_Task directions_
Report each line of the entries below that has the word "strokeStyle" in it.

---------- Data

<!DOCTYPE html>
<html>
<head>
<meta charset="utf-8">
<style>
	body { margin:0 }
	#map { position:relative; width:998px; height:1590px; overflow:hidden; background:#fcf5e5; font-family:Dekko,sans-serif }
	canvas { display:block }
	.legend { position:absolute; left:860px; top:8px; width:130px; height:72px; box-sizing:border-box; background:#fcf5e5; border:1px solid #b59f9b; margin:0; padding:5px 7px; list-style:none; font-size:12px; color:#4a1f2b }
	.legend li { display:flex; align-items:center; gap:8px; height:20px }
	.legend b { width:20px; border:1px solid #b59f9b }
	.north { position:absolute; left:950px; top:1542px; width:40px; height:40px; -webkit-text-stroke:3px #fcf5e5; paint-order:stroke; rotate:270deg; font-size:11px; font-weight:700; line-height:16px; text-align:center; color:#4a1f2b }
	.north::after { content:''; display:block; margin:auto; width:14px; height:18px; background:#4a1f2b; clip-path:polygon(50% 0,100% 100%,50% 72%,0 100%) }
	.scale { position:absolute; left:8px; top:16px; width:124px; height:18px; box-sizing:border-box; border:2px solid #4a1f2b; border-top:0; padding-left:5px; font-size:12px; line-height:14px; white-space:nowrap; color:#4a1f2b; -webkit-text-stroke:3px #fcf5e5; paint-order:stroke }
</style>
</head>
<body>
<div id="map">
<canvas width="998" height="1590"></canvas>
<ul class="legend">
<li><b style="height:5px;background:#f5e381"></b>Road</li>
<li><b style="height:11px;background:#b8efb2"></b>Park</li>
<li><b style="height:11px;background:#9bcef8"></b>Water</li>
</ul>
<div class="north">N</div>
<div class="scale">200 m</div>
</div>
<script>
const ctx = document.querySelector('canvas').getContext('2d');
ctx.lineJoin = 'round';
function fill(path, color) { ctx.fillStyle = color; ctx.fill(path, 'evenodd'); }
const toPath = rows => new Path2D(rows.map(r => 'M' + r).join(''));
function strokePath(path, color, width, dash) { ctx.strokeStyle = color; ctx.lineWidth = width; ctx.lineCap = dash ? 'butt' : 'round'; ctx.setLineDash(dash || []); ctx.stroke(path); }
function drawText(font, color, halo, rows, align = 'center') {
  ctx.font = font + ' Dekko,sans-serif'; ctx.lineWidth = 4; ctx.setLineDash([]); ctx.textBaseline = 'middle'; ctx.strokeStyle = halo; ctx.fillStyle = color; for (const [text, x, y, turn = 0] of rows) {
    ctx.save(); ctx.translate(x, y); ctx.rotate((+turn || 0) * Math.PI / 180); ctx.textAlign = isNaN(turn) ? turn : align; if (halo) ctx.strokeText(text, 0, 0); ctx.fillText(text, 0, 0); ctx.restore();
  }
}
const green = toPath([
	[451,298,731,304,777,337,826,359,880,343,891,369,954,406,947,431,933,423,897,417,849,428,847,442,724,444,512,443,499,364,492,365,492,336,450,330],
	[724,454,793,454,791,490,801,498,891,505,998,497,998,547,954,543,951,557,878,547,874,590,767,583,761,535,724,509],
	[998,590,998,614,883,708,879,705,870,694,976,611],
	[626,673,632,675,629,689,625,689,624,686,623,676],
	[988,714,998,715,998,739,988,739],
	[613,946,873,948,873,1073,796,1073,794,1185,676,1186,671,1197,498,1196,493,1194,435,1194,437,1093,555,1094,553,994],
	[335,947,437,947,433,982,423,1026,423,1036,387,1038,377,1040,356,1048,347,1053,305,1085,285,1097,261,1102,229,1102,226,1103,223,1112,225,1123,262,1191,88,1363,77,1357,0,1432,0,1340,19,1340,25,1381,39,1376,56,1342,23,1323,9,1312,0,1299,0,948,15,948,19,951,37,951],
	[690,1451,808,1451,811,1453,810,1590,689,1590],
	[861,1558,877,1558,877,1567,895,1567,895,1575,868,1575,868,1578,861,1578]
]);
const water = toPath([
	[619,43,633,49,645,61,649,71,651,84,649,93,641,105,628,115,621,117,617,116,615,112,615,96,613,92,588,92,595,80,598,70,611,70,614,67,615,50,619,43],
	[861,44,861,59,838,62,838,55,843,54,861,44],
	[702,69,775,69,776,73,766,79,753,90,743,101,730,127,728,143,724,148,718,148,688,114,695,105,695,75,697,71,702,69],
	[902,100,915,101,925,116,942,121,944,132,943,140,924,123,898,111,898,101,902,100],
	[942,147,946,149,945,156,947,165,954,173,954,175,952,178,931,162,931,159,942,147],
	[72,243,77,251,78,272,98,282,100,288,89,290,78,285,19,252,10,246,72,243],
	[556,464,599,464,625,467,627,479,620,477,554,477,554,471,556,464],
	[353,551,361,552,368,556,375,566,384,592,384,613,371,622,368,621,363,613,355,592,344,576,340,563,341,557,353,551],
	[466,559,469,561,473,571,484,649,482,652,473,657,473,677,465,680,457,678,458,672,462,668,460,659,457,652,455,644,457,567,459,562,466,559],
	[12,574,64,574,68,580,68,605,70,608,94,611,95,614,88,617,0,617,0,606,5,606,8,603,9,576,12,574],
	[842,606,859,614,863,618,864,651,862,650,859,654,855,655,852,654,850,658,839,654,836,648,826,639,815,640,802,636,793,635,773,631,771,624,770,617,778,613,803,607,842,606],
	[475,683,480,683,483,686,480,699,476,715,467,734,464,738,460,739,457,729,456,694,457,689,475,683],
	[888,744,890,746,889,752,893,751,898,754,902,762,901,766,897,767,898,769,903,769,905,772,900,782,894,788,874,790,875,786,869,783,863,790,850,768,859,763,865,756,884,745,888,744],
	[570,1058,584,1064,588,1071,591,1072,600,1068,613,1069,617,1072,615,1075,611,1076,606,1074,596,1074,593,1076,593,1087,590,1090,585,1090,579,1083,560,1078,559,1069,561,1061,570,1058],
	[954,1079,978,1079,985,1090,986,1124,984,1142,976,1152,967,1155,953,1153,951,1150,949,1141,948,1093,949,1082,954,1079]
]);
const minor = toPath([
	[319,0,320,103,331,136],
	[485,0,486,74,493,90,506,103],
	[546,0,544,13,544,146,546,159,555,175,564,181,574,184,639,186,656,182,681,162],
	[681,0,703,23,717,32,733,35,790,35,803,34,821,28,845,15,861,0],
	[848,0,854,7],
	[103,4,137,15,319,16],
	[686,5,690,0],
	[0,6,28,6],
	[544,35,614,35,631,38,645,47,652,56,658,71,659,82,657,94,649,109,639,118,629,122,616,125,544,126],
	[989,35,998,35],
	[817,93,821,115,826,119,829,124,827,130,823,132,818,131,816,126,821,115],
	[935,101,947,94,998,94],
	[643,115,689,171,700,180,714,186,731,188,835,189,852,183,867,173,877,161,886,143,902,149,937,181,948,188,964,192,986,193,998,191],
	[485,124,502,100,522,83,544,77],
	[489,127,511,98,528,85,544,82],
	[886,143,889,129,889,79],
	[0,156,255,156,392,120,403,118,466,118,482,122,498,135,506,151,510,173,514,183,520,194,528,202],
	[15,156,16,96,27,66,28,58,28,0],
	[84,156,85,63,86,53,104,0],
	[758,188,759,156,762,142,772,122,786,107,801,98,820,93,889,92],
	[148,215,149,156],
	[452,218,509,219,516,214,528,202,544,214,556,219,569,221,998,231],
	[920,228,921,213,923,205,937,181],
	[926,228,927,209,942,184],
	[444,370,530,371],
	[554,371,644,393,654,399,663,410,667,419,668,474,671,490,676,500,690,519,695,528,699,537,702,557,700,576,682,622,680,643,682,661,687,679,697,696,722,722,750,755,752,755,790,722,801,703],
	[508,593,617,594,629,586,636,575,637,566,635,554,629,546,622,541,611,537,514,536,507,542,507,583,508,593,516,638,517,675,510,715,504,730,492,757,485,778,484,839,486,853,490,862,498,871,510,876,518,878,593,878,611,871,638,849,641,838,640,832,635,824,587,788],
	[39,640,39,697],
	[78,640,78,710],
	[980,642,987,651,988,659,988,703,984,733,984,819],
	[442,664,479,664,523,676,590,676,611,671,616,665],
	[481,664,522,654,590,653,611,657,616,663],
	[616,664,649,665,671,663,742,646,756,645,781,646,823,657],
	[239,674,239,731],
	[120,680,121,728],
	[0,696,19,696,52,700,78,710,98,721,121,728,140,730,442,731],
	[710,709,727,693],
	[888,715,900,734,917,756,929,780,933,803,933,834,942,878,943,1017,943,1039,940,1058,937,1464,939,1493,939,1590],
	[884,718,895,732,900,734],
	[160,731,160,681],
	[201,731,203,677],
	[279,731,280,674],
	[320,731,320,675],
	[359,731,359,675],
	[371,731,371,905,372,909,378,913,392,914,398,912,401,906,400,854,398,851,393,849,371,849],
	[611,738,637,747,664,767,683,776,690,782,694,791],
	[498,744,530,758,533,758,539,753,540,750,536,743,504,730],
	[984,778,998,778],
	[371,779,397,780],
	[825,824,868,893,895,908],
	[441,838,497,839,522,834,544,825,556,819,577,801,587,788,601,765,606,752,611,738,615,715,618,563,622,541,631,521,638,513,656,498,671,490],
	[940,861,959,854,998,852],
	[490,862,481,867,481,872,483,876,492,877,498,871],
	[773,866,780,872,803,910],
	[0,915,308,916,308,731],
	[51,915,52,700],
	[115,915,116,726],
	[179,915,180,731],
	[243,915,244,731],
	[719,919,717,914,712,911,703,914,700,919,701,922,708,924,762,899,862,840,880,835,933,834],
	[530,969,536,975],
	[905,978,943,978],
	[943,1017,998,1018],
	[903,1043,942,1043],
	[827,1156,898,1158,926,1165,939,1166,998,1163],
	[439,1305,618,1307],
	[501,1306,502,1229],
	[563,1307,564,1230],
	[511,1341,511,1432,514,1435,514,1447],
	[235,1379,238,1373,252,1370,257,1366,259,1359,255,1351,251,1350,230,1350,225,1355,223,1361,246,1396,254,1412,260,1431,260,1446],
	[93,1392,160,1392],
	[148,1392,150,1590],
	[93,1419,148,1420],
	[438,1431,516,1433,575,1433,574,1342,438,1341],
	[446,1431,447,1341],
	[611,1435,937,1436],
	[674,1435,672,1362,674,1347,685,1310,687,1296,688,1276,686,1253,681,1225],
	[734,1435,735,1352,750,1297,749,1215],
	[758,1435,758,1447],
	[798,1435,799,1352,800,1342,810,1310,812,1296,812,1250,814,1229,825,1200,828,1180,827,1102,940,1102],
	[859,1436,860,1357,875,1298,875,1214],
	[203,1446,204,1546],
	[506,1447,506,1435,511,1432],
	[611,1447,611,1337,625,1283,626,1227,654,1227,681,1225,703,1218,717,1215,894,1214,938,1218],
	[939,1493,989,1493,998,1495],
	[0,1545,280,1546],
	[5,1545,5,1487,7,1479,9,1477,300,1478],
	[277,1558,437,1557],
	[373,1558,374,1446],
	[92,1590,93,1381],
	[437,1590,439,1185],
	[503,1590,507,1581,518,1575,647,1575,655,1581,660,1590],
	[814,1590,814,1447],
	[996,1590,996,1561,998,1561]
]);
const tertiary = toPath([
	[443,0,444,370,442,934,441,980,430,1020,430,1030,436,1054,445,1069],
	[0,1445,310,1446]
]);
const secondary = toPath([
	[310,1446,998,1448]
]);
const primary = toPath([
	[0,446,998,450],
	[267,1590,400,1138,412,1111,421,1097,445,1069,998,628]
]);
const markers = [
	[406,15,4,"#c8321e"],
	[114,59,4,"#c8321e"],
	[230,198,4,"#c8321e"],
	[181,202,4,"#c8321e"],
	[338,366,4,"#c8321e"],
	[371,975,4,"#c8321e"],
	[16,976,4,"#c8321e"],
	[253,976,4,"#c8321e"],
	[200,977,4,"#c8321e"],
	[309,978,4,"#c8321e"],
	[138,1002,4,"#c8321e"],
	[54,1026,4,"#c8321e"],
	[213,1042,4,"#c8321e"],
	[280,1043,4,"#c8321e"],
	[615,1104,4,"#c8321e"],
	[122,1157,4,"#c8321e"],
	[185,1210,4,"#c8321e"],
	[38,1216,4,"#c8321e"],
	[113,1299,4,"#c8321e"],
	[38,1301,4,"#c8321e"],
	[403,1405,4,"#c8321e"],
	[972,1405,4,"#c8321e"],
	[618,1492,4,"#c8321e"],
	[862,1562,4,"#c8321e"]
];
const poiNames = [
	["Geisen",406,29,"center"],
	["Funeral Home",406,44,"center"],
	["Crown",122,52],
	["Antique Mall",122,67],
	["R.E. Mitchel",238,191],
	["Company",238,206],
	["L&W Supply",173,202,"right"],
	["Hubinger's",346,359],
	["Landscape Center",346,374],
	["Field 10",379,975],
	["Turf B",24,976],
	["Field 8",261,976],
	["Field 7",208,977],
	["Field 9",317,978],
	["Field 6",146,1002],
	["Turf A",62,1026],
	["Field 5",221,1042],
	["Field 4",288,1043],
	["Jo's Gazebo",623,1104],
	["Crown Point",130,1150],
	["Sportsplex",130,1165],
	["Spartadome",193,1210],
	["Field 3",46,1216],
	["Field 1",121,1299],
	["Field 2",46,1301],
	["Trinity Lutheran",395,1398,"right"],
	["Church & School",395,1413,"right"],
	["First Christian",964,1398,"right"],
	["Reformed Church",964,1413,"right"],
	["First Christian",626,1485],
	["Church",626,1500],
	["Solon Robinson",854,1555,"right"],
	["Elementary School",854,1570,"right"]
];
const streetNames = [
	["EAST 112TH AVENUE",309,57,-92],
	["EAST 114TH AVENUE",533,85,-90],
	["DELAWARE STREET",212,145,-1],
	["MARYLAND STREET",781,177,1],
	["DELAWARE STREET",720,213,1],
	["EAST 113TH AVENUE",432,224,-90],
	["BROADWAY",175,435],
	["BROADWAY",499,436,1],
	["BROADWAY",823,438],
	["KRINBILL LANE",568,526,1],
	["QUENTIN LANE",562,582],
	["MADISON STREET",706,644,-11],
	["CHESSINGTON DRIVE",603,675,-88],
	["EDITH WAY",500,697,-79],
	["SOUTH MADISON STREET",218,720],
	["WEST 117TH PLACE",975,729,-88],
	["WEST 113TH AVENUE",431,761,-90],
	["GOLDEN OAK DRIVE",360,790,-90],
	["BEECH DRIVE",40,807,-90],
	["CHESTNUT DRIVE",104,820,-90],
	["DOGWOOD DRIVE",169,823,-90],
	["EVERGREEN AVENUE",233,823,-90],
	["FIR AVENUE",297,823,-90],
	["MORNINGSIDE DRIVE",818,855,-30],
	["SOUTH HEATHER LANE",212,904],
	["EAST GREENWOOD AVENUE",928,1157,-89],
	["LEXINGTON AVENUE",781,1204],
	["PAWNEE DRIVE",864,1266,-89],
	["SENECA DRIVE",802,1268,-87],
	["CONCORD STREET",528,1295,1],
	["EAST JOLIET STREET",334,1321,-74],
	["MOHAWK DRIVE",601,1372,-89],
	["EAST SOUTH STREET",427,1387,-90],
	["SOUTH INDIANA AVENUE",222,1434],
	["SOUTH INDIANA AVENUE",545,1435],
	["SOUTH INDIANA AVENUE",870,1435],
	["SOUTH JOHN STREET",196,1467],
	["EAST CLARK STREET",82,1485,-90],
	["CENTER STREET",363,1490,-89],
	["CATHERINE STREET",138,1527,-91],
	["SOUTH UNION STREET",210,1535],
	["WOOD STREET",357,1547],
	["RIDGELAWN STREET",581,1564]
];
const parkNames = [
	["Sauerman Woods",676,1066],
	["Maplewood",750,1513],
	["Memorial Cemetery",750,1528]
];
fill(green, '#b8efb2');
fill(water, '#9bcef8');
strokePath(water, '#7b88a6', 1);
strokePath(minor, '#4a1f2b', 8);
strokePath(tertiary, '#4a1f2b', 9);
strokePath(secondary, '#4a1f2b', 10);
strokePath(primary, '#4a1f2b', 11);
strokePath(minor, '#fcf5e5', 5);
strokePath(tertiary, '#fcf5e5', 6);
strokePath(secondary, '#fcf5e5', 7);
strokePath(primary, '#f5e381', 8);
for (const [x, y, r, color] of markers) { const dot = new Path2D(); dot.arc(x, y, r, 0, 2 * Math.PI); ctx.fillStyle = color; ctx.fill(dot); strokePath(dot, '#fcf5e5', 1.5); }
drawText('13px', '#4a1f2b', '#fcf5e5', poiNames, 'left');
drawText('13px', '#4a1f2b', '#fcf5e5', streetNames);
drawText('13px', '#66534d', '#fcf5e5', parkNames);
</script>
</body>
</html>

--------------------

_Result below_
function strokePath(path, color, width, dash) { ctx.strokeStyle = color; ctx.lineWidth = width; ctx.lineCap = dash ? 'butt' : 'round'; ctx.setLineDash(dash || []); ctx.stroke(path); }
  ctx.font = font + ' Dekko,sans-serif'; ctx.lineWidth = 4; ctx.setLineDash([]); ctx.textBaseline = 'middle'; ctx.strokeStyle = halo; ctx.fillStyle = color; for (const [text, x, y, turn = 0] of rows) {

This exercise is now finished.